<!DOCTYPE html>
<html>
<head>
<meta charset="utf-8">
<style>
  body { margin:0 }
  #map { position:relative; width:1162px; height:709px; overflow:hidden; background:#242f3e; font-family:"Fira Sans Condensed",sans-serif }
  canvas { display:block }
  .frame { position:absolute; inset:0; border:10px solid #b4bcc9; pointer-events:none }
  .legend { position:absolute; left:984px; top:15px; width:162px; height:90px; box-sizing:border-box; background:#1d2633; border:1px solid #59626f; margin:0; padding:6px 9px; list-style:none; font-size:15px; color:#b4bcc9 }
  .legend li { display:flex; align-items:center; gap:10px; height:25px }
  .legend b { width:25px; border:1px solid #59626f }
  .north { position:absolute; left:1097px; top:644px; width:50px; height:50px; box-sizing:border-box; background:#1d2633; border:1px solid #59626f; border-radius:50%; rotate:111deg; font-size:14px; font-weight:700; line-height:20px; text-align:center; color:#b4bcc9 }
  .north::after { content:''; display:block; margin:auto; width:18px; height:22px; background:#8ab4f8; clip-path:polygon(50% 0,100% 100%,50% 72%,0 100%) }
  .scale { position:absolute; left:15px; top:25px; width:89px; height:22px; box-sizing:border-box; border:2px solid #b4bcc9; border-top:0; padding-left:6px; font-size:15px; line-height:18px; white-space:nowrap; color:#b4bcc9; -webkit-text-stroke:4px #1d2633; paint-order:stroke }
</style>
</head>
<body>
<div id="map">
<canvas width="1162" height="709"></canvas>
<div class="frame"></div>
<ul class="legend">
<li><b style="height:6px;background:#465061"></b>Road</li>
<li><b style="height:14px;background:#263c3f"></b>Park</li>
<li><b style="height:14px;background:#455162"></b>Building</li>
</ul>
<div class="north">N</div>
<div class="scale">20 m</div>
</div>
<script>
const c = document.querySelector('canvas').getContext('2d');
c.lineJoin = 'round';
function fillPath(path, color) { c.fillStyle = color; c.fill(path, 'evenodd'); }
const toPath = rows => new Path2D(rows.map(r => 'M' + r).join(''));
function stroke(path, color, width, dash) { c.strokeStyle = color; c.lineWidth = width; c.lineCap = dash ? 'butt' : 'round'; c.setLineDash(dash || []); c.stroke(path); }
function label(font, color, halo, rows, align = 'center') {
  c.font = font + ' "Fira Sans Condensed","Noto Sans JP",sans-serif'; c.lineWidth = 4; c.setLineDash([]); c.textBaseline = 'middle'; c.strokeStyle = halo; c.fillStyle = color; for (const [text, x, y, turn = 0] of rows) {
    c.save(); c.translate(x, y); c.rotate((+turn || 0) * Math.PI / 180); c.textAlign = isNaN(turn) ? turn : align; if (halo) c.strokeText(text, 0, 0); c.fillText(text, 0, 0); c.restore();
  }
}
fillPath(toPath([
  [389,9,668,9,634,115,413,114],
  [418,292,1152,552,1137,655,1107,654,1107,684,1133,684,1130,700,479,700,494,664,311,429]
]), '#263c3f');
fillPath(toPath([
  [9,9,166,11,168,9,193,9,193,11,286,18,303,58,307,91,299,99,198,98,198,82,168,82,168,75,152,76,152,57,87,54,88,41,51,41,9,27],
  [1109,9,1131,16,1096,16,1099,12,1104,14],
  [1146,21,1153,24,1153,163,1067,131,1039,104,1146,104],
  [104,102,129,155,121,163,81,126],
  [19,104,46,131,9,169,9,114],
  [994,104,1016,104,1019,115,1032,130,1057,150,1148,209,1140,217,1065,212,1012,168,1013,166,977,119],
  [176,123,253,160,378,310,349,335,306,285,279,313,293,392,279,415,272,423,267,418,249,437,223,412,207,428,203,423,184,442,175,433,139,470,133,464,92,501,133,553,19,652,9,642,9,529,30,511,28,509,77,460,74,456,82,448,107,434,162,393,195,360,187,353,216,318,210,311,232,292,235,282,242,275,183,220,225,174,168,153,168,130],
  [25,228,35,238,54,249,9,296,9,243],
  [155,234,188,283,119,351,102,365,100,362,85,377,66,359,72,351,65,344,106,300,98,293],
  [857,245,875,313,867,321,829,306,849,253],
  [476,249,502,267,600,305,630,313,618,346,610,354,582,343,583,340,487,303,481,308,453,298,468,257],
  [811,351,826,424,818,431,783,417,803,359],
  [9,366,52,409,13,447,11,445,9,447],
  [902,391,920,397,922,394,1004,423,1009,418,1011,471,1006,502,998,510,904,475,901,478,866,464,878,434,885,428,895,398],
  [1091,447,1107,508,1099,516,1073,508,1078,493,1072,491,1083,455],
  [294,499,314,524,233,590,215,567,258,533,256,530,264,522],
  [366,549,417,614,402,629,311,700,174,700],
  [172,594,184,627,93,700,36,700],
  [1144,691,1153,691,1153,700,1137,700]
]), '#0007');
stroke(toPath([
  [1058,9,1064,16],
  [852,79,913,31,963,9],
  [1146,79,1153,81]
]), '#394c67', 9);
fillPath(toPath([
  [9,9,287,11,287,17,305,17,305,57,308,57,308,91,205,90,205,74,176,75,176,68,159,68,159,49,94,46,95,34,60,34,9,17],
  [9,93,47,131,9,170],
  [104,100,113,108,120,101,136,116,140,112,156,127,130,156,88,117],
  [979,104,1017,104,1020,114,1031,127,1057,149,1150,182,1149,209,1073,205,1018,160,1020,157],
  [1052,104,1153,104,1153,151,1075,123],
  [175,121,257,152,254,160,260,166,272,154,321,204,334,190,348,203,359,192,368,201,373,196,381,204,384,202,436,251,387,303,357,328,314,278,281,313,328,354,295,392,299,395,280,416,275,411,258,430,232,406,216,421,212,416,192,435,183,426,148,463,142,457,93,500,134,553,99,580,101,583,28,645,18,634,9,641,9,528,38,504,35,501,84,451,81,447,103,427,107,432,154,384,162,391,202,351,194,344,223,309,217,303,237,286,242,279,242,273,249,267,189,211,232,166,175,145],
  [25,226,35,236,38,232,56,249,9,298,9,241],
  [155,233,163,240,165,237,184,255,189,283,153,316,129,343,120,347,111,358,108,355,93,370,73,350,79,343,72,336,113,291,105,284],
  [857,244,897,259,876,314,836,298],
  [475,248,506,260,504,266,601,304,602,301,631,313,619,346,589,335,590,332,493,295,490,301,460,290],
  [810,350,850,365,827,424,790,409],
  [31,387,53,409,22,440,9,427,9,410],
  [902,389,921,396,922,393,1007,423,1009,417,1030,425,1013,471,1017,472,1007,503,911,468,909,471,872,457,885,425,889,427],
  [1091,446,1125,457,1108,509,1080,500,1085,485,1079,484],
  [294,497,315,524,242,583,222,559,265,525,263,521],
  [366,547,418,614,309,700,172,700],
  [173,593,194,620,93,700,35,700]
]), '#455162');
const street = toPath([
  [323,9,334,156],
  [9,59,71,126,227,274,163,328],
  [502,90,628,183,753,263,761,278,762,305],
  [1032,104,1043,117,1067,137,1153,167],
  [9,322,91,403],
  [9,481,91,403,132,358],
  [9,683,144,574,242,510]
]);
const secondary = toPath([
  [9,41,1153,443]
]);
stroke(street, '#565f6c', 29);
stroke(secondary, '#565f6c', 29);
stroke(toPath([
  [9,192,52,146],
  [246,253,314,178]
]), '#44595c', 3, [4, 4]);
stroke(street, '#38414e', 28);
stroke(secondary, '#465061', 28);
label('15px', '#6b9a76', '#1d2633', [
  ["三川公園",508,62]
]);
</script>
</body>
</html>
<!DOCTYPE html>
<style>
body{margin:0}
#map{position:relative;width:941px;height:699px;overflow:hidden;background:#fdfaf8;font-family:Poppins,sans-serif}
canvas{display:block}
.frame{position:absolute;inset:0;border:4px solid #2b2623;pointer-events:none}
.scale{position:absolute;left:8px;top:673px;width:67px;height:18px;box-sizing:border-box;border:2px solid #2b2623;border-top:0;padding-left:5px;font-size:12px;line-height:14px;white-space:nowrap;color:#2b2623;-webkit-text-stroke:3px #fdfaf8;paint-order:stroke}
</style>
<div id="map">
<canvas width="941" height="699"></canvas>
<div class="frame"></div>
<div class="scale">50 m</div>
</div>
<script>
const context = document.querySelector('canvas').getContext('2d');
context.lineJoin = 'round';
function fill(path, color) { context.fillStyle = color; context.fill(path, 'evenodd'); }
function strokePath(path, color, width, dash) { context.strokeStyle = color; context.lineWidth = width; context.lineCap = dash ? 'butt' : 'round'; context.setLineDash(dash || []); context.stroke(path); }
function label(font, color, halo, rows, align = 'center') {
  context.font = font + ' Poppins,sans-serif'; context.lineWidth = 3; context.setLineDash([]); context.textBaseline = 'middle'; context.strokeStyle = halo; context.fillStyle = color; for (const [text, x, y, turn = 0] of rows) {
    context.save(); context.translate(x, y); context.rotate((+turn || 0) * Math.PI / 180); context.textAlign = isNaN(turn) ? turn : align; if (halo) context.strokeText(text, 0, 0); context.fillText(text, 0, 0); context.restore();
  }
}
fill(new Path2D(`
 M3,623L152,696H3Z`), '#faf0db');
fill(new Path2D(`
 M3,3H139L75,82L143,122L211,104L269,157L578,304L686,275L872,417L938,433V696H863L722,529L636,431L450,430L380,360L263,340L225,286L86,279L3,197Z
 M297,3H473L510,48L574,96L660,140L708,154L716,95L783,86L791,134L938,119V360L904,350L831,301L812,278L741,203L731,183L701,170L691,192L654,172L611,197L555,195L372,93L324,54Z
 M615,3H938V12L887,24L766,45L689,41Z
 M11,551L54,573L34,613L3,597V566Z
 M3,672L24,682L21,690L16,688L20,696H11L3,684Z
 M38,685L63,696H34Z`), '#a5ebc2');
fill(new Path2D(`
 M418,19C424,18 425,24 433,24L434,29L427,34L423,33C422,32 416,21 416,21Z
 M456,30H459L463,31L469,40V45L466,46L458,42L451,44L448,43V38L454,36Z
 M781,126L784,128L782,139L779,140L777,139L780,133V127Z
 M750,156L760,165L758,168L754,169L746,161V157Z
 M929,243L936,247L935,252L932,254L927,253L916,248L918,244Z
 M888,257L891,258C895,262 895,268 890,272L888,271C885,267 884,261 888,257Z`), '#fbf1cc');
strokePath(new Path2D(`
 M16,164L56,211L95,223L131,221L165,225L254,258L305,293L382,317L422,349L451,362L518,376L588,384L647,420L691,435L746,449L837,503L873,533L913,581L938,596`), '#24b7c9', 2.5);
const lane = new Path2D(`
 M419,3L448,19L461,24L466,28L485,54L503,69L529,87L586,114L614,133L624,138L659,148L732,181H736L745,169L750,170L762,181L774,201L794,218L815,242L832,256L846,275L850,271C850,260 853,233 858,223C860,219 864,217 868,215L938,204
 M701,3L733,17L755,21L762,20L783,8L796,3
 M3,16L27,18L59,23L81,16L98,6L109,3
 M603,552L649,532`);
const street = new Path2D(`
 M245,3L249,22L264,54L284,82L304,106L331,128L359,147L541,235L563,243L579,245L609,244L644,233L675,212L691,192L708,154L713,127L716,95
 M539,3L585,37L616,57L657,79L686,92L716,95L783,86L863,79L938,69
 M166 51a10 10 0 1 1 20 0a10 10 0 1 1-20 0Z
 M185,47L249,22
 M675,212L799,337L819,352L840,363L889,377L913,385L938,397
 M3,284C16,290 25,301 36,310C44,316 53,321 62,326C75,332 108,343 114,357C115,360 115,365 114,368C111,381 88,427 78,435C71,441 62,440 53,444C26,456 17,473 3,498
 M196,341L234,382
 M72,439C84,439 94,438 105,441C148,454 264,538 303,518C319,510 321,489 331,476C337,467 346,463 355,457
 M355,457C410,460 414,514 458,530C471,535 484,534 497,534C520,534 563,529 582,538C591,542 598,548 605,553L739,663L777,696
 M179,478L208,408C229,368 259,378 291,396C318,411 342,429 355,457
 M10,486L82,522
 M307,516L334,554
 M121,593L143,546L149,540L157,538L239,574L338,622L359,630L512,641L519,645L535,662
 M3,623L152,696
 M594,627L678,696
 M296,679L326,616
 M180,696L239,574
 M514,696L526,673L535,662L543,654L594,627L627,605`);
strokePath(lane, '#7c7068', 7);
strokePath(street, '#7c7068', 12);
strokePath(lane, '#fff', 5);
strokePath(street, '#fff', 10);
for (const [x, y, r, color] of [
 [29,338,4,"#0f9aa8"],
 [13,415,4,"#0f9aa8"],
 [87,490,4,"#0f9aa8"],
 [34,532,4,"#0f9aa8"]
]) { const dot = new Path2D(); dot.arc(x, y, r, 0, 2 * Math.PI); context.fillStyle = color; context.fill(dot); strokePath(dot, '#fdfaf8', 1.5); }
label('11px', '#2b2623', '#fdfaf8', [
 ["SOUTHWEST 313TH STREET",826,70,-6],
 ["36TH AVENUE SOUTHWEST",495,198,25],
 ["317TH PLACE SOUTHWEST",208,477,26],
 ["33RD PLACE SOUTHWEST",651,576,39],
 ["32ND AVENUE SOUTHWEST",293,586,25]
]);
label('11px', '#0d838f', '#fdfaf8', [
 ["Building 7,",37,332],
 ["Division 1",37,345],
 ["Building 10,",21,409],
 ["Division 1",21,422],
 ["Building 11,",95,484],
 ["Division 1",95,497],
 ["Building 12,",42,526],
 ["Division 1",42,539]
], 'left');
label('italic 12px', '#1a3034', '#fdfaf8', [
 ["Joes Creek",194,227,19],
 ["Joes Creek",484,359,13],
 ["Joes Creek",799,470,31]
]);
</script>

————————

## Your assignment
Write the lines again exactly, from the first line of the material above to the line that includes "position:absolute; left:1097px; top:644px;", both included. Leave out all the rest.

## Output for this task
<!DOCTYPE html>
<html>
<head>
<meta charset="utf-8">
<style>
  body { margin:0 }
  #map { position:relative; width:1162px; height:709px; overflow:hidden; background:#242f3e; font-family:"Fira Sans Condensed",sans-serif }
  canvas { display:block }
  .frame { position:absolute; inset:0; border:10px solid #b4bcc9; pointer-events:none }
  .legend { position:absolute; left:984px; top:15px; width:162px; height:90px; box-sizing:border-box; background:#1d2633; border:1px solid #59626f; margin:0; padding:6px 9px; list-style:none; font-size:15px; color:#b4bcc9 }
  .legend li { display:flex; align-items:center; gap:10px; height:25px }
  .legend b { width:25px; border:1px solid #59626f }
  .north { position:absolute; left:1097px; top:644px; width:50px; height:50px; box-sizing:border-box; background:#1d2633; border:1px solid #59626f; border-radius:50%; rotate:111deg; font-size:14px; font-weight:700; line-height:20px; text-align:center; color:#b4bcc9 }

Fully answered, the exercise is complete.